2024-01-05 22:45:53

by Ale Crismani

[permalink] [raw]
Subject: Performance regression in ip_set_swap on 6.1.69

Dear all,

When upgrading some of our Debian hosts that compose a Kubernetes cluster we found a regression in ip_set_swap on 6.1.69. Calls to ip_set_swap now take roughly 15ms, while they used to take just tens of microseconds before.

The issue is very visible for use, since we use kube-router as our Kubernetes networking interface, and it uses ipset swap all the time to populate sets that enforce firewall policies between containers.

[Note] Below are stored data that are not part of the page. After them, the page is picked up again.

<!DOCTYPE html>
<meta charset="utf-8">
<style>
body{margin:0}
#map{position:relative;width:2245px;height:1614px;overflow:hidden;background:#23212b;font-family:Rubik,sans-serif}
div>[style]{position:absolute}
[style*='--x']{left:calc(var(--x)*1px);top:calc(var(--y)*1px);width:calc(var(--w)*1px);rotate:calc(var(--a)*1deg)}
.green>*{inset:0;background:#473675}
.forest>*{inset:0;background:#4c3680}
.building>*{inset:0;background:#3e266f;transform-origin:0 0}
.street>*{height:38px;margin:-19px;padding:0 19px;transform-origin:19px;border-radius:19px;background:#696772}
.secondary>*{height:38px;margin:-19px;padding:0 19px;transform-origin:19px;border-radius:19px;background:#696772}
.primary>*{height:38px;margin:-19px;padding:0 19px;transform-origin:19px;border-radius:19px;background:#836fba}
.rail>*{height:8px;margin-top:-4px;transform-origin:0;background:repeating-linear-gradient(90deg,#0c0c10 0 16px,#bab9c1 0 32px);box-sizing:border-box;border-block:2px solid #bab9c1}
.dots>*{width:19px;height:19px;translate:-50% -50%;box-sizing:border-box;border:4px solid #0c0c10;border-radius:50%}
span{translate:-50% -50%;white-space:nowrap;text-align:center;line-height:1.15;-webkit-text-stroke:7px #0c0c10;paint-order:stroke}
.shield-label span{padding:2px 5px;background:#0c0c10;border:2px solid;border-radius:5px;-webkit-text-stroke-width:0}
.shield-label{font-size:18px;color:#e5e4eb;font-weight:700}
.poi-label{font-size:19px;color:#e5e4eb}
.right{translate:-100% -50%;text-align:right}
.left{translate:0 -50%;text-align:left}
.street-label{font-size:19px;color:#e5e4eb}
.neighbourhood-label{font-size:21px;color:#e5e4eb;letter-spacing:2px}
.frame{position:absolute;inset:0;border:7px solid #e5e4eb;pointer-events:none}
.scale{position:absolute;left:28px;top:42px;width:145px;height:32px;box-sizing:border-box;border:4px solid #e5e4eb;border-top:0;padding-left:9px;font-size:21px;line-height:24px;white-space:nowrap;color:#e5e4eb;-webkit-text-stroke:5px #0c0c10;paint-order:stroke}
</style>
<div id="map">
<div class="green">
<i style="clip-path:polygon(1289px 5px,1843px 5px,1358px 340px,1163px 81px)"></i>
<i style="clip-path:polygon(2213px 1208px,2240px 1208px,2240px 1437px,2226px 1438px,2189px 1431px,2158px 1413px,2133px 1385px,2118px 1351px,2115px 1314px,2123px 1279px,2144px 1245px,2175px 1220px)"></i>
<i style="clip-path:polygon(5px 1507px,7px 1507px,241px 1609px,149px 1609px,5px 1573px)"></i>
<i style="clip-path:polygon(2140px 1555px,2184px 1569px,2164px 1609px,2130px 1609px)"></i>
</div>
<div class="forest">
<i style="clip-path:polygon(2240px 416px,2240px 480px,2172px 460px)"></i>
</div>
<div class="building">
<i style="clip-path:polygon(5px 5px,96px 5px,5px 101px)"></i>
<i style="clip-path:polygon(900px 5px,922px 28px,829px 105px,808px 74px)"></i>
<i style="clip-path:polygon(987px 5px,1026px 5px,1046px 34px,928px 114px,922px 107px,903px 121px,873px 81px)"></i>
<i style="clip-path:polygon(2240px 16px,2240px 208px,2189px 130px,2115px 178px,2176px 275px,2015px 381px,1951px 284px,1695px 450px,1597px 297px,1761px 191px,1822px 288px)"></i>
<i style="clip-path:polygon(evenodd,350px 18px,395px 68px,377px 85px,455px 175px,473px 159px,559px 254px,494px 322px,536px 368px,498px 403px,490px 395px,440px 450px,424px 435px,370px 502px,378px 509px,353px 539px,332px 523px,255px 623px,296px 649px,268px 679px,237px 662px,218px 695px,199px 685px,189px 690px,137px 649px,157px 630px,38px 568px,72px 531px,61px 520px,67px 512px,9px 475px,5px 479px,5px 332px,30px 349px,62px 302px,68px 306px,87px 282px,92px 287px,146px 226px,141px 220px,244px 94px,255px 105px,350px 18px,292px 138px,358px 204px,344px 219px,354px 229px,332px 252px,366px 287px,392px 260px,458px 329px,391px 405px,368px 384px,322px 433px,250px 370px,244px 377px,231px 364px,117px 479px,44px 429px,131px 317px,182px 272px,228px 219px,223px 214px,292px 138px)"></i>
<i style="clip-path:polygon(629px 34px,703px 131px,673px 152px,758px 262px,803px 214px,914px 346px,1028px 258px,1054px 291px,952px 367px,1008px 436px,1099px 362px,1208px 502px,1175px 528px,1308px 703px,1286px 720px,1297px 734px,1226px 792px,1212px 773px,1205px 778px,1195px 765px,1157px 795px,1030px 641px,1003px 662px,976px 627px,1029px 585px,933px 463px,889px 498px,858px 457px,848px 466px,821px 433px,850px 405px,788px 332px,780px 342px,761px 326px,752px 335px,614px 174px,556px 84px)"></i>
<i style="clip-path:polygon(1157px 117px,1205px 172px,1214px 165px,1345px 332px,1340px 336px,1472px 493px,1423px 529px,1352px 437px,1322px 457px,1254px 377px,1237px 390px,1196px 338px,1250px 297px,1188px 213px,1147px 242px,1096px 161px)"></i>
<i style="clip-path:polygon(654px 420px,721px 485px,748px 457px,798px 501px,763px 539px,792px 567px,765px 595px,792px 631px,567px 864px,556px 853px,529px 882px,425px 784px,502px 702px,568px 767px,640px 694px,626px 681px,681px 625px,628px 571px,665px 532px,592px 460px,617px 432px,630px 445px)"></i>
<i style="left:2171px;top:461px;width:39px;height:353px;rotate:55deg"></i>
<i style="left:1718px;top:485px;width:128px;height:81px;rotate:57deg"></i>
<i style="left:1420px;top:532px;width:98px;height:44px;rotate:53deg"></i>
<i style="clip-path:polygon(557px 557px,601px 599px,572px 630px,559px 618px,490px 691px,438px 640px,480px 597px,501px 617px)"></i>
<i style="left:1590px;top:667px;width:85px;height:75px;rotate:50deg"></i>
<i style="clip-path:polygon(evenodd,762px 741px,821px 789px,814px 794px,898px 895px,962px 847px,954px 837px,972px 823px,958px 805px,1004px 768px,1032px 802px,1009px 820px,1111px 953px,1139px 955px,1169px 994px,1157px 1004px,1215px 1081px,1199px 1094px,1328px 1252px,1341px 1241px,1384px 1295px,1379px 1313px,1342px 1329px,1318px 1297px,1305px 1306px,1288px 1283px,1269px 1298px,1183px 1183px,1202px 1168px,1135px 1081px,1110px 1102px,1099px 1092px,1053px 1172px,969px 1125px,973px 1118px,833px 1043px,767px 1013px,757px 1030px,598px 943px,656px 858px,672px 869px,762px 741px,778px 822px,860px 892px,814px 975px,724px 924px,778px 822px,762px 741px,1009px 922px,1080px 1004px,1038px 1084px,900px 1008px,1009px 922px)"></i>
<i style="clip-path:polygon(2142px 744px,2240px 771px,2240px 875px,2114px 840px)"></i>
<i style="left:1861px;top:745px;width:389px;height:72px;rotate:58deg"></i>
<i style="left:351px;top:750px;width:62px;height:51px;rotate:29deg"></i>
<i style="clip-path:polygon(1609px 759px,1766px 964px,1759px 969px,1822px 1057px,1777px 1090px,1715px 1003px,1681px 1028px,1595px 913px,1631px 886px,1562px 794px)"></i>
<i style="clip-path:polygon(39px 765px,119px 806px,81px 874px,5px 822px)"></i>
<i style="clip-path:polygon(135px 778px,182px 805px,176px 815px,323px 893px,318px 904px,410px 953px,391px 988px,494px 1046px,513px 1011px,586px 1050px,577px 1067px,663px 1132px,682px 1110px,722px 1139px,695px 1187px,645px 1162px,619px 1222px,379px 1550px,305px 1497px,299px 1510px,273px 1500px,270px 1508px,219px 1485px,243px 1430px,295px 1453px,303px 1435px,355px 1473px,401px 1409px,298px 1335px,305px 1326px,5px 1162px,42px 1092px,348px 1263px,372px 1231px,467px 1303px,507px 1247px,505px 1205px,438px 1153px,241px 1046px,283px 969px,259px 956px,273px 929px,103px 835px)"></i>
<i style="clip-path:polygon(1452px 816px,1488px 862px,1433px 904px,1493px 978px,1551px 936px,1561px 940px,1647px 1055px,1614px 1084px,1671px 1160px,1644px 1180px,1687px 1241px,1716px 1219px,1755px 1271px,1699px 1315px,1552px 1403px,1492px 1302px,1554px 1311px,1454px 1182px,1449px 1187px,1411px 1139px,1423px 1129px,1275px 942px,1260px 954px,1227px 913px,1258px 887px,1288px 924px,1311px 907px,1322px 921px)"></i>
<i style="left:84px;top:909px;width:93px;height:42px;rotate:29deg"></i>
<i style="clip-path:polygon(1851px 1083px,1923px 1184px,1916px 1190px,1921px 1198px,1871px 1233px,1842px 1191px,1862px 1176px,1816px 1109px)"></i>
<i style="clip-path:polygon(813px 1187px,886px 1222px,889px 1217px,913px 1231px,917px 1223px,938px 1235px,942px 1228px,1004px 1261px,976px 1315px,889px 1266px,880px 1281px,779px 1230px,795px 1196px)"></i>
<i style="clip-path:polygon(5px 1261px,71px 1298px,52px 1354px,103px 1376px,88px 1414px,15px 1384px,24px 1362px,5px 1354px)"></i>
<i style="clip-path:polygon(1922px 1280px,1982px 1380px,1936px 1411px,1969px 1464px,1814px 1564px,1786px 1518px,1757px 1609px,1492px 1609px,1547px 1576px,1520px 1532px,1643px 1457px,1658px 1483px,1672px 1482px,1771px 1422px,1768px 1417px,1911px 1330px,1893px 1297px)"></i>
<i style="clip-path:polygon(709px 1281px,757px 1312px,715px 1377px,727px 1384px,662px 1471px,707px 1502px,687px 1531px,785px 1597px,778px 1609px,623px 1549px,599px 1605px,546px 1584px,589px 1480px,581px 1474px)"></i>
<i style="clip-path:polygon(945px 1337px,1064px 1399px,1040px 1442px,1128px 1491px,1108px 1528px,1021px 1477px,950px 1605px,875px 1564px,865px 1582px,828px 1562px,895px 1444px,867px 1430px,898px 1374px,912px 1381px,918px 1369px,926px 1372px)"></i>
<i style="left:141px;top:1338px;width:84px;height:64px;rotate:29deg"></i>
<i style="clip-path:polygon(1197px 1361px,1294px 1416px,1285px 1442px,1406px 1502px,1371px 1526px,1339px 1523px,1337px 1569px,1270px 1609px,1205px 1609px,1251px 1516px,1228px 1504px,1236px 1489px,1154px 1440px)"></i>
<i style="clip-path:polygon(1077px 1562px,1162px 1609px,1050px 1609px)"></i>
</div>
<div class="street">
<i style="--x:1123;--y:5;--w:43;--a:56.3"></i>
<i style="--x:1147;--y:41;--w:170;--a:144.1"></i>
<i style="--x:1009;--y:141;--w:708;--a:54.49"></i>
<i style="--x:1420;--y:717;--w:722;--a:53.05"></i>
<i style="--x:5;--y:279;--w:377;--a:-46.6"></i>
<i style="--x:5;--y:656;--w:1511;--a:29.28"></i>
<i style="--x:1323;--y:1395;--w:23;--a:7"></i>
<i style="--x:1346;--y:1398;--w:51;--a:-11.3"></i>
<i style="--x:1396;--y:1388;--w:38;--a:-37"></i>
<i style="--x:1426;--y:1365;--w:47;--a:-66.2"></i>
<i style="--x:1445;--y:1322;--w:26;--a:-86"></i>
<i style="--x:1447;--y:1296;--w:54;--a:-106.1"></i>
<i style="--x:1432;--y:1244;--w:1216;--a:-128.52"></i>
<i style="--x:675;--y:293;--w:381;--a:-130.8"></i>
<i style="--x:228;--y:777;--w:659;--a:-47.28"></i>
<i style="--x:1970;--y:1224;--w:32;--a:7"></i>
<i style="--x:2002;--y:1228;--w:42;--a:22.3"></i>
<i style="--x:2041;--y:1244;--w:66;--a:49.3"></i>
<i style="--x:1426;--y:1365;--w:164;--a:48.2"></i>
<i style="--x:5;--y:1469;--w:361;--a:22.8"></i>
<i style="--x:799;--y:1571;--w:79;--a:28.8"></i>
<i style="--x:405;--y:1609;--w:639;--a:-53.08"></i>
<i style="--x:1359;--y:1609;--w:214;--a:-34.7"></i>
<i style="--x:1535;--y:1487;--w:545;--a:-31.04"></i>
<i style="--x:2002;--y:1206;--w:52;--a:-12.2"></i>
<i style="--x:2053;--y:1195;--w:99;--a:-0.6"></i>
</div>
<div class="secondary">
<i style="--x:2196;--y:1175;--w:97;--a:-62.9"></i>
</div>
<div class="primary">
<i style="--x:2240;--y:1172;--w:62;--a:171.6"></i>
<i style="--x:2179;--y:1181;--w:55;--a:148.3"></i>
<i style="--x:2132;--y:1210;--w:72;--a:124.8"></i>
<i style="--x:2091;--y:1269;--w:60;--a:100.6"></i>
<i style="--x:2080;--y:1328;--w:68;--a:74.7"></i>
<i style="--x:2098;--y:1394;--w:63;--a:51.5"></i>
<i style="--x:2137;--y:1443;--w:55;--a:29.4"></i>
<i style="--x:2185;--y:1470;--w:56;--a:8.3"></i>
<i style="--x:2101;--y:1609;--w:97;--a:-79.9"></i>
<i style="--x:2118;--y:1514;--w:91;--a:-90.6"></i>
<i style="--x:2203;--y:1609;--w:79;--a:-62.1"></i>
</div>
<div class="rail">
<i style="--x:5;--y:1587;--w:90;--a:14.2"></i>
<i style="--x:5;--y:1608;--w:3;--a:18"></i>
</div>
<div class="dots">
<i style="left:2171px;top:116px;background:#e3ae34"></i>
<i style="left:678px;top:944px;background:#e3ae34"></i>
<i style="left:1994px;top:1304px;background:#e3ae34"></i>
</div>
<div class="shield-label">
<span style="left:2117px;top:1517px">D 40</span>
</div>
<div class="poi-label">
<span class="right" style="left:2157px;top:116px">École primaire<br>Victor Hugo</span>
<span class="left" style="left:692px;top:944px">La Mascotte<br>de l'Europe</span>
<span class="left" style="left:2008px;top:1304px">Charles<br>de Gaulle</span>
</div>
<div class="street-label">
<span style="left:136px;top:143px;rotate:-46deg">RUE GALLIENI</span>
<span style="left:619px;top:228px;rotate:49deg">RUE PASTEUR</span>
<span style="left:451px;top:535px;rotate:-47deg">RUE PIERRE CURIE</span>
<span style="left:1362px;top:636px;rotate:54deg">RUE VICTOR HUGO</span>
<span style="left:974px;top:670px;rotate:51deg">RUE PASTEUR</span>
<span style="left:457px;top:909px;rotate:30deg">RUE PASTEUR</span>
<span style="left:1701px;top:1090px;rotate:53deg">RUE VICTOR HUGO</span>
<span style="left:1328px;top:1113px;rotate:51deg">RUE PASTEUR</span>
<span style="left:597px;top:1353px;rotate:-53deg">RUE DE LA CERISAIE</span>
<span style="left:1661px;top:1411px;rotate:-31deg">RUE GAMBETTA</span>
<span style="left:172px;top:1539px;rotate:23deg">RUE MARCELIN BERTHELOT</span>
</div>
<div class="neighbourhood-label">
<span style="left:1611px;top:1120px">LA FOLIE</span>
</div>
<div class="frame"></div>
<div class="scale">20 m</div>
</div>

We tracked the issue down with strace, and then took stats with bpftrace running:
---
kfunc:ip_set:ip_set_swap {
@start[tid] = nsecs;
}

kretfunc:ip_set:ip_set_swap {
if (@start[tid]) {
@srlat = hist((nsecs - @start[tid])/1000);
delete(@start[tid]);
}
}

interval:s:20 {
printf("ip_set_swap() latency, milliseconds:\n");
---

On 6.1.69 results look like:

ip_set_swap() latency, milliseconds:
[8K, 16K) 1848 |@@@@@@@@@@@@@@@@@@@@@@@@@@@@@@@@@@@@@@@@@@@@@@@@@@@@
[16K, 32K) 1017 |@@@@@@@@@@@@@@@@@@@@@@@@@@@@
[32K, 64K) 38 |@

while on 6.1.67:
ip_set_swap() latency, milliseconds:

[0] 166 |@
[1] 378 |@@
[2, 4) 762 |@@@@@
[4, 8) 1624 |@@@@@@@@@@@
[8, 16) 3493 |@@@@@@@@@@@@@@@@@@@@@@@@
[16, 32) 7308 |@@@@@@@@@@@@@@@@@@@@@@@@@@@@@@@@@@@@@@@@@@@@@@@@@@@@
[32, 64) 6412 |@@@@@@@@@@@@@@@@@@@@@@@@@@@@@@@@@@@@@@@@@@@@@
[64, 128) 1 |

We tried compiling commits between 6.1.67 and 6.1.69 and it seems the performance regression was introduced by 875ee3a, ip_set_swap is fast on 602505 that precedes it, and slow on it.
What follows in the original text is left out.